Repeat exactly the lines of the entries below from the one with "align-items:center; gap:12px; height:55px;" through the one with "display:flex; flex:1; min-height:0", both ends included, and nothing else.

+ + + + +

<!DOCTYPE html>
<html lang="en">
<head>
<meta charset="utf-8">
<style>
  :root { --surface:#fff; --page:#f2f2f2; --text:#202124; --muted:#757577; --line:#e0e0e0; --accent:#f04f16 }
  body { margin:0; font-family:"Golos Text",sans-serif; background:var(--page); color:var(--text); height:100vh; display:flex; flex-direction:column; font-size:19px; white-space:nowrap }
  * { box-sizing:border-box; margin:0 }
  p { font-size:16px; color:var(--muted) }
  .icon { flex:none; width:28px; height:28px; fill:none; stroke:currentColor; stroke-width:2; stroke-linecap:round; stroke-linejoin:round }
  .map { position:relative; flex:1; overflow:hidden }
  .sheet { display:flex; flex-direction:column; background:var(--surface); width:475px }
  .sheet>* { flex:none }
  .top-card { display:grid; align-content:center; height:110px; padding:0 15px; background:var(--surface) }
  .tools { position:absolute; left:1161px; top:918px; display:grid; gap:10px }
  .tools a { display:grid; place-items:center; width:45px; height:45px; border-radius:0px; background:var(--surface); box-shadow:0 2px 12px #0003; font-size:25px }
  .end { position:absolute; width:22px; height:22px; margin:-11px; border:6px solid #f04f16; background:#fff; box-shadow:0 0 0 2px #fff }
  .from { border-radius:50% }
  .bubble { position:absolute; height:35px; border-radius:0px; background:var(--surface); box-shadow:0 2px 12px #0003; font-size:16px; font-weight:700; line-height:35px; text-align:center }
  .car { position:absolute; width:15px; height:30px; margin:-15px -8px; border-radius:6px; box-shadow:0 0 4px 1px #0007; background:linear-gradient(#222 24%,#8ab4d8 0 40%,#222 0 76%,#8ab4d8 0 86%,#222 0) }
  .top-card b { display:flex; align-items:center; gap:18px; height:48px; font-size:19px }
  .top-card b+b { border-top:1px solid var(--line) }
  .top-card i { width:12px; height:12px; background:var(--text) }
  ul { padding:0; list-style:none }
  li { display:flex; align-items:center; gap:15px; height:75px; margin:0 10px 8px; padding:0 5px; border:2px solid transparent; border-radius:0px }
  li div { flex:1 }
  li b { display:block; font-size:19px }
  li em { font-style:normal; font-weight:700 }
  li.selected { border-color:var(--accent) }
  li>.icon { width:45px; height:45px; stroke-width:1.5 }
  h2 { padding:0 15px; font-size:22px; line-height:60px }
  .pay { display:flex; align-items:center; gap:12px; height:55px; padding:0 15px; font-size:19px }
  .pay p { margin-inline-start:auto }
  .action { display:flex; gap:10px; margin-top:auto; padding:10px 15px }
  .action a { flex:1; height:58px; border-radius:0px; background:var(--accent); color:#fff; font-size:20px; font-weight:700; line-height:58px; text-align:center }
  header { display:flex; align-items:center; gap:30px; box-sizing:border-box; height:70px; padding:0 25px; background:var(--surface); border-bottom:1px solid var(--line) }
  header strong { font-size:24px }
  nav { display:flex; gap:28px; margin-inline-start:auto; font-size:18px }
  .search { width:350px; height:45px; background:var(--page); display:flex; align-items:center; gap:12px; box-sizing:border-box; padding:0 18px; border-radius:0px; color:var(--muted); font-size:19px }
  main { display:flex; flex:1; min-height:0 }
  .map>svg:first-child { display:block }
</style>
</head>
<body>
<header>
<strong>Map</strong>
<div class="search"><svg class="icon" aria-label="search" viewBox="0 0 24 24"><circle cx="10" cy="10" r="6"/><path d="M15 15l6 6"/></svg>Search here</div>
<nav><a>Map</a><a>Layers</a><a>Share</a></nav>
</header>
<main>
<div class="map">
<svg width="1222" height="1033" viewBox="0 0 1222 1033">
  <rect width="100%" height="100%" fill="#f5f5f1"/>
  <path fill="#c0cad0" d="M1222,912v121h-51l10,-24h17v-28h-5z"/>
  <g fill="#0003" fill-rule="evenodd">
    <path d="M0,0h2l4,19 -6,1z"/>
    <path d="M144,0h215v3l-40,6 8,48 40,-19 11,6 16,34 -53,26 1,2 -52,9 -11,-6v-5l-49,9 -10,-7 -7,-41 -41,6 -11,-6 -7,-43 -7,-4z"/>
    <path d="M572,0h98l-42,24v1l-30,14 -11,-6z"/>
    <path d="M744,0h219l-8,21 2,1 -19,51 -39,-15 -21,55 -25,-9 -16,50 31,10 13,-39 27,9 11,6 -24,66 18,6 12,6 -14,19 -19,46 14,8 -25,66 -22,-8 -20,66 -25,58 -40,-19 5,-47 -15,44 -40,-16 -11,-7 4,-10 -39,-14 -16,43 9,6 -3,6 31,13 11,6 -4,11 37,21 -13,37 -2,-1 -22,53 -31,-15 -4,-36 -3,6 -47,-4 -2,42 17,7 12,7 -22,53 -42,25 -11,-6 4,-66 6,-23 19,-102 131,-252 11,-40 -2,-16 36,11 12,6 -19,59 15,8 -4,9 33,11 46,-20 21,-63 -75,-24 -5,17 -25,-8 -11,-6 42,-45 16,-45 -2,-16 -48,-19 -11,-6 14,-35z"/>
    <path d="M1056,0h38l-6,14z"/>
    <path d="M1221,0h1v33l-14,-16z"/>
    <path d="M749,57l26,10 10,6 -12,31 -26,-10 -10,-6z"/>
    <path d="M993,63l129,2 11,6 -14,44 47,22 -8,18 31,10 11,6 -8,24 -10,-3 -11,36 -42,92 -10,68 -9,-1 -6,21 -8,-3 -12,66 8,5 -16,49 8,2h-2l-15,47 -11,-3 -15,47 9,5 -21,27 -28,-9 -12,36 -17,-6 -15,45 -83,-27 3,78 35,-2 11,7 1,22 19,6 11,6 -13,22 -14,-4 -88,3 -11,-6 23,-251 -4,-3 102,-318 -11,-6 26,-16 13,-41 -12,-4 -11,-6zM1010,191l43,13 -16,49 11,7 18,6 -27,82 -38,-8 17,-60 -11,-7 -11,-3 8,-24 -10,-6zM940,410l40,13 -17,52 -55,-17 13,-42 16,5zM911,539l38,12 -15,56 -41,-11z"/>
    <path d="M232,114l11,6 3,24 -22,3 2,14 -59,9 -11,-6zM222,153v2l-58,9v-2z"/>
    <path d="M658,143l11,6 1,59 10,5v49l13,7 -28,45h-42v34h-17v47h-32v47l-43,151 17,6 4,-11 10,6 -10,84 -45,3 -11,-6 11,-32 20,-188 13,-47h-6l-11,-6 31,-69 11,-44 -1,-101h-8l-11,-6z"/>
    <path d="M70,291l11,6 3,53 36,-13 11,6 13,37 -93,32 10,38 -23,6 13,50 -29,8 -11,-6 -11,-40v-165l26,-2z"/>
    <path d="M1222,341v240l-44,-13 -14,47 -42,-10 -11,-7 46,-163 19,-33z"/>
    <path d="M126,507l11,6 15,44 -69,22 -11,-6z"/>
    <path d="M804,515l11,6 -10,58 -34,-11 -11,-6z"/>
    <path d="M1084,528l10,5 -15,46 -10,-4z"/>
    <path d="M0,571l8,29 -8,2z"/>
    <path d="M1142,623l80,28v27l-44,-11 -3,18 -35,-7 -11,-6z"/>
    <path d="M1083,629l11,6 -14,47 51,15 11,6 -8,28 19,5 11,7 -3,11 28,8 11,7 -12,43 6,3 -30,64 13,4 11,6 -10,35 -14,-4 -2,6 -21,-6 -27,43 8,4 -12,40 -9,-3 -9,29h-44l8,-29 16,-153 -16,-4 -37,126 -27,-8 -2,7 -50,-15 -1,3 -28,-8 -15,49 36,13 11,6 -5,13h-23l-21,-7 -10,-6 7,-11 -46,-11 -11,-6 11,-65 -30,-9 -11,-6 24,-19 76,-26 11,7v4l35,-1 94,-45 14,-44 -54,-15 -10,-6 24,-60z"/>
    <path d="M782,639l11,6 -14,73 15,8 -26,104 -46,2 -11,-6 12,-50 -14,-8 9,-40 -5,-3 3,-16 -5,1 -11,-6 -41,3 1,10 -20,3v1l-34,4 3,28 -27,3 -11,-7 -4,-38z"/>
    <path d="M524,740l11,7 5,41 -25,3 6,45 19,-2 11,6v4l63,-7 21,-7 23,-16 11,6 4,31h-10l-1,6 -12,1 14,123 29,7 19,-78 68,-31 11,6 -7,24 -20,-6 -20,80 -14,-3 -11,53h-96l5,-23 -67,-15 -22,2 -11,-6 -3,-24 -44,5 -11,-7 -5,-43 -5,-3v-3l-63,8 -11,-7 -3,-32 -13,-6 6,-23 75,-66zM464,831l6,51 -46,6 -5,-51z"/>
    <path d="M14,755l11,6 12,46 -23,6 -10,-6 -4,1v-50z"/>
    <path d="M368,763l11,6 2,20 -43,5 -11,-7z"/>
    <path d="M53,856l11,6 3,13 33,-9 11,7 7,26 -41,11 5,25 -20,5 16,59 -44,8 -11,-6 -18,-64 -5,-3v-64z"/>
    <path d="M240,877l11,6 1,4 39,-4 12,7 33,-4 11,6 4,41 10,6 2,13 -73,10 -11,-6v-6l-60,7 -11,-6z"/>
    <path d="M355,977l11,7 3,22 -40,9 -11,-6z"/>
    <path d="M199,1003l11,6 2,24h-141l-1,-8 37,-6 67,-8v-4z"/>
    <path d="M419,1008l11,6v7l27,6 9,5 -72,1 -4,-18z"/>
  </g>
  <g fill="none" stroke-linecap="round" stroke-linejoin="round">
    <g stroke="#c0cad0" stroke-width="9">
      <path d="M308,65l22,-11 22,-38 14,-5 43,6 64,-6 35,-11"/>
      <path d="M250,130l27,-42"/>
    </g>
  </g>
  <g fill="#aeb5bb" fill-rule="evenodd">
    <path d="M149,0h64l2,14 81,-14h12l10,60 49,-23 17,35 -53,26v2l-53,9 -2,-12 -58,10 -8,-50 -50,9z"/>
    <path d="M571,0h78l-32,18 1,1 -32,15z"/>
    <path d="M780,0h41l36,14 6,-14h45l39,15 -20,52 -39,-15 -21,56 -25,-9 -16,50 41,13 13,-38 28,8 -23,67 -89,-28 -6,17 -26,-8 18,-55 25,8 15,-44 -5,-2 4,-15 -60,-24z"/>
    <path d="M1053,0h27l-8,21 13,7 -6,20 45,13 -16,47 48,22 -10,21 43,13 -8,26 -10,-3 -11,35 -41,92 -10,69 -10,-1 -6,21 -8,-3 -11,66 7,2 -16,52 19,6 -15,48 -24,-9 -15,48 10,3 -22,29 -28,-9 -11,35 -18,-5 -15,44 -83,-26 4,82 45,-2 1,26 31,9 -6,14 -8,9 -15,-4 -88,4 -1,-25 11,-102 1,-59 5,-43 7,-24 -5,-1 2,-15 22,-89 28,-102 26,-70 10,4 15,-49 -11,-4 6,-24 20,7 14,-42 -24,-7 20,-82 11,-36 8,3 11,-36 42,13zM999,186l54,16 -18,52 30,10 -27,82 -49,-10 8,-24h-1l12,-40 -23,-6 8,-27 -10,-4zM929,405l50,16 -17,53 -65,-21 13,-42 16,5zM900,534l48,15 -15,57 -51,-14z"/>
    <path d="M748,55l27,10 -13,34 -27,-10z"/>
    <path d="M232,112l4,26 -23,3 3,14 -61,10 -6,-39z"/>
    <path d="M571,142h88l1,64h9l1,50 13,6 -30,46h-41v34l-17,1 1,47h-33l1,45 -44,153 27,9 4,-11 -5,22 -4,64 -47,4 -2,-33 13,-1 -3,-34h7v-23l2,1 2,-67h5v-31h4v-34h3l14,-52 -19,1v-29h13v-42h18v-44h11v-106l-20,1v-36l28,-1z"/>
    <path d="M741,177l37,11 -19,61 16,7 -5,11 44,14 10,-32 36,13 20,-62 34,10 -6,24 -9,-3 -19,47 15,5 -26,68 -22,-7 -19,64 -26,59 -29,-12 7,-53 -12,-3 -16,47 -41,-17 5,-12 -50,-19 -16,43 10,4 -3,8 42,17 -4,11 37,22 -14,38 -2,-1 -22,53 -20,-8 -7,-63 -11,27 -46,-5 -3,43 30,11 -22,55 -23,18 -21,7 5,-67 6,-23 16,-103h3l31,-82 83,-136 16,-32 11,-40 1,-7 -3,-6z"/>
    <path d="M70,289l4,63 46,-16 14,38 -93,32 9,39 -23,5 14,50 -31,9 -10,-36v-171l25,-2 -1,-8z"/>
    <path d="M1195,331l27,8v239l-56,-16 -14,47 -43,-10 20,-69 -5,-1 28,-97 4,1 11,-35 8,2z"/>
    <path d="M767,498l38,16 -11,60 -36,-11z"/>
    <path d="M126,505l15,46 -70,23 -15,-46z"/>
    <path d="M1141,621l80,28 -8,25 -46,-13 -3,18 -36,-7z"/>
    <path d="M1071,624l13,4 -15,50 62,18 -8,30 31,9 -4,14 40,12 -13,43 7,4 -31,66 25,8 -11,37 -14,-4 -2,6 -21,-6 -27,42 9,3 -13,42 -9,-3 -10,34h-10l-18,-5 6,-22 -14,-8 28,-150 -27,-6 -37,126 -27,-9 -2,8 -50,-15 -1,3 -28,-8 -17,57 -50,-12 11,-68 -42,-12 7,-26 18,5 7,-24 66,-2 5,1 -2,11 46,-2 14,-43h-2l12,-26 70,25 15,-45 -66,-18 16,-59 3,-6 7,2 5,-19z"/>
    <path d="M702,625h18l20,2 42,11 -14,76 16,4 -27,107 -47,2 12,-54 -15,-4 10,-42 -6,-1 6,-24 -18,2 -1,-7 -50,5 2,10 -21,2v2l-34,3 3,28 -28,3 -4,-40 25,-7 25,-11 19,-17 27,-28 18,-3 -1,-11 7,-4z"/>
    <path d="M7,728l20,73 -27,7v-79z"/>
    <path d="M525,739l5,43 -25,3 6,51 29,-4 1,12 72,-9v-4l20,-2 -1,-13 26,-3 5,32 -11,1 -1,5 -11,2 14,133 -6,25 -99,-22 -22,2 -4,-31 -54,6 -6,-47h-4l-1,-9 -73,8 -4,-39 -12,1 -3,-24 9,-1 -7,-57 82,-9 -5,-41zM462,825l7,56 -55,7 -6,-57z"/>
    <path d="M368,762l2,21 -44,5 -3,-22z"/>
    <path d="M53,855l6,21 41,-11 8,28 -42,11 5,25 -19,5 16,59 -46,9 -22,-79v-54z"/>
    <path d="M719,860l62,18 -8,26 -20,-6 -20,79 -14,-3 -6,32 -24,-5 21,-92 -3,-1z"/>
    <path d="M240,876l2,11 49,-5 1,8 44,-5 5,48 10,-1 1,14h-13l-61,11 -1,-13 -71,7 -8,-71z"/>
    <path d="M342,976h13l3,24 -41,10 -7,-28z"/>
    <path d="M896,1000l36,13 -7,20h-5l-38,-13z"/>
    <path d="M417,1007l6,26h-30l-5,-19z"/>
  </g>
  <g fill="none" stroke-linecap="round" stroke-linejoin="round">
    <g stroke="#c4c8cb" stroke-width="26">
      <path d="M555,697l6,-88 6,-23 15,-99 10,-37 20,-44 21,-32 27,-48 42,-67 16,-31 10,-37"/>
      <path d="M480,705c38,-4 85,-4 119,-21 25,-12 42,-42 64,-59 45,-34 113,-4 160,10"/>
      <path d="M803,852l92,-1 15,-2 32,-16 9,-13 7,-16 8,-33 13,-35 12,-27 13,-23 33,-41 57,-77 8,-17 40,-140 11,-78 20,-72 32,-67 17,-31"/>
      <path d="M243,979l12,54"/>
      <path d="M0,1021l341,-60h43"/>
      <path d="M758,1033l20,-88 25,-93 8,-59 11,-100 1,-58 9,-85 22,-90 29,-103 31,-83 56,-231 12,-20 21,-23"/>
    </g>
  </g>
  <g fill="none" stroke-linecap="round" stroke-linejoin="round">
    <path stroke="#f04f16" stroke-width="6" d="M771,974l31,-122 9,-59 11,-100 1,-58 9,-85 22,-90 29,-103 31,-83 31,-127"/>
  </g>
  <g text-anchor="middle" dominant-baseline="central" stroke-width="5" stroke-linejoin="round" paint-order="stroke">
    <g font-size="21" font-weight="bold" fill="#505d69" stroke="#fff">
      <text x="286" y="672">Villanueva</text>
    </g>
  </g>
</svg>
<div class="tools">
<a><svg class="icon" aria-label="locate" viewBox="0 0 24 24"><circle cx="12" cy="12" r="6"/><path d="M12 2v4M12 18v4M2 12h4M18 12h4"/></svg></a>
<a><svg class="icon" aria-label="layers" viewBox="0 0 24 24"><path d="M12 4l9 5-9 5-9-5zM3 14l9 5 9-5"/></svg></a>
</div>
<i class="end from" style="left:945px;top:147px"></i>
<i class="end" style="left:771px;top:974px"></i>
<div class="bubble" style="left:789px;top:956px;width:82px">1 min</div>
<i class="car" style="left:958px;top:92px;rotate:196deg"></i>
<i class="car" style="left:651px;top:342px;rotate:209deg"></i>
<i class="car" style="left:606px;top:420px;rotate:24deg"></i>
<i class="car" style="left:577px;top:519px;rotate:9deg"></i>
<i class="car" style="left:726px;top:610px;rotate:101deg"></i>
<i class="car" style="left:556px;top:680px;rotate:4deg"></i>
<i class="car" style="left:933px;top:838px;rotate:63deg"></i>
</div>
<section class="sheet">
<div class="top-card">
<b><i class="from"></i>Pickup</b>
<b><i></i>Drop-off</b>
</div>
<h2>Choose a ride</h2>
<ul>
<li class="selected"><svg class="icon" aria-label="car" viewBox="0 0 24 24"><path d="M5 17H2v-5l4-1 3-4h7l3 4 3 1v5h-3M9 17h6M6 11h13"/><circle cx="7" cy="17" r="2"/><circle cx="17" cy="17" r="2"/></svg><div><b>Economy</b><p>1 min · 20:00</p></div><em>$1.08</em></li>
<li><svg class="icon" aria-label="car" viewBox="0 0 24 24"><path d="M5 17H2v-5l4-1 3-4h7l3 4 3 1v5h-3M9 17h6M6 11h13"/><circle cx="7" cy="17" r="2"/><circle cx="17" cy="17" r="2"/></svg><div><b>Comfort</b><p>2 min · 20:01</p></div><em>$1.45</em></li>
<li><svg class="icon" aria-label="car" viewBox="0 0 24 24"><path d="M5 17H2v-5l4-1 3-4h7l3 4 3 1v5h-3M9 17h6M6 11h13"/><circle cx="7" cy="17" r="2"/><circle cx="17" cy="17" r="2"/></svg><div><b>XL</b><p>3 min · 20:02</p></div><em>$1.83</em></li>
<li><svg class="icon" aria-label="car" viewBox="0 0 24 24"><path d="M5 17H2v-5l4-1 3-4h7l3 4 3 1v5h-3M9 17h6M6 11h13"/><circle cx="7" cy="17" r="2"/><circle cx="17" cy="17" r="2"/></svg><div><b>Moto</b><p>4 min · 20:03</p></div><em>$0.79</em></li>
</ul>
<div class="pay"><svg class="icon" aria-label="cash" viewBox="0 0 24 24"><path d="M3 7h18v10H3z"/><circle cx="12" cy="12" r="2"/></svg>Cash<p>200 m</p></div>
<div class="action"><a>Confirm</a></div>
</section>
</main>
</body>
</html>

+ + + + +

### The answer
  .pay { display:flex; align-items:center; gap:12px; height:55px; padding:0 15px; font-size:19px }
  .pay p { margin-inline-start:auto }
  .action { display:flex; gap:10px; margin-top:auto; padding:10px 15px }
  .action a { flex:1; height:58px; border-radius:0px; background:var(--accent); color:#fff; font-size:20px; font-weight:700; line-height:58px; text-align:center }
  header { display:flex; align-items:center; gap:30px; box-sizing:border-box; height:70px; padding:0 25px; background:var(--surface); border-bottom:1px solid var(--line) }
  header strong { font-size:24px }
  nav { display:flex; gap:28px; margin-inline-start:auto; font-size:18px }
  .search { width:350px; height:45px; background:var(--page); display:flex; align-items:center; gap:12px; box-sizing:border-box; padding:0 18px; border-radius:0px; color:var(--muted); font-size:19px }
  main { display:flex; flex:1; min-height:0 }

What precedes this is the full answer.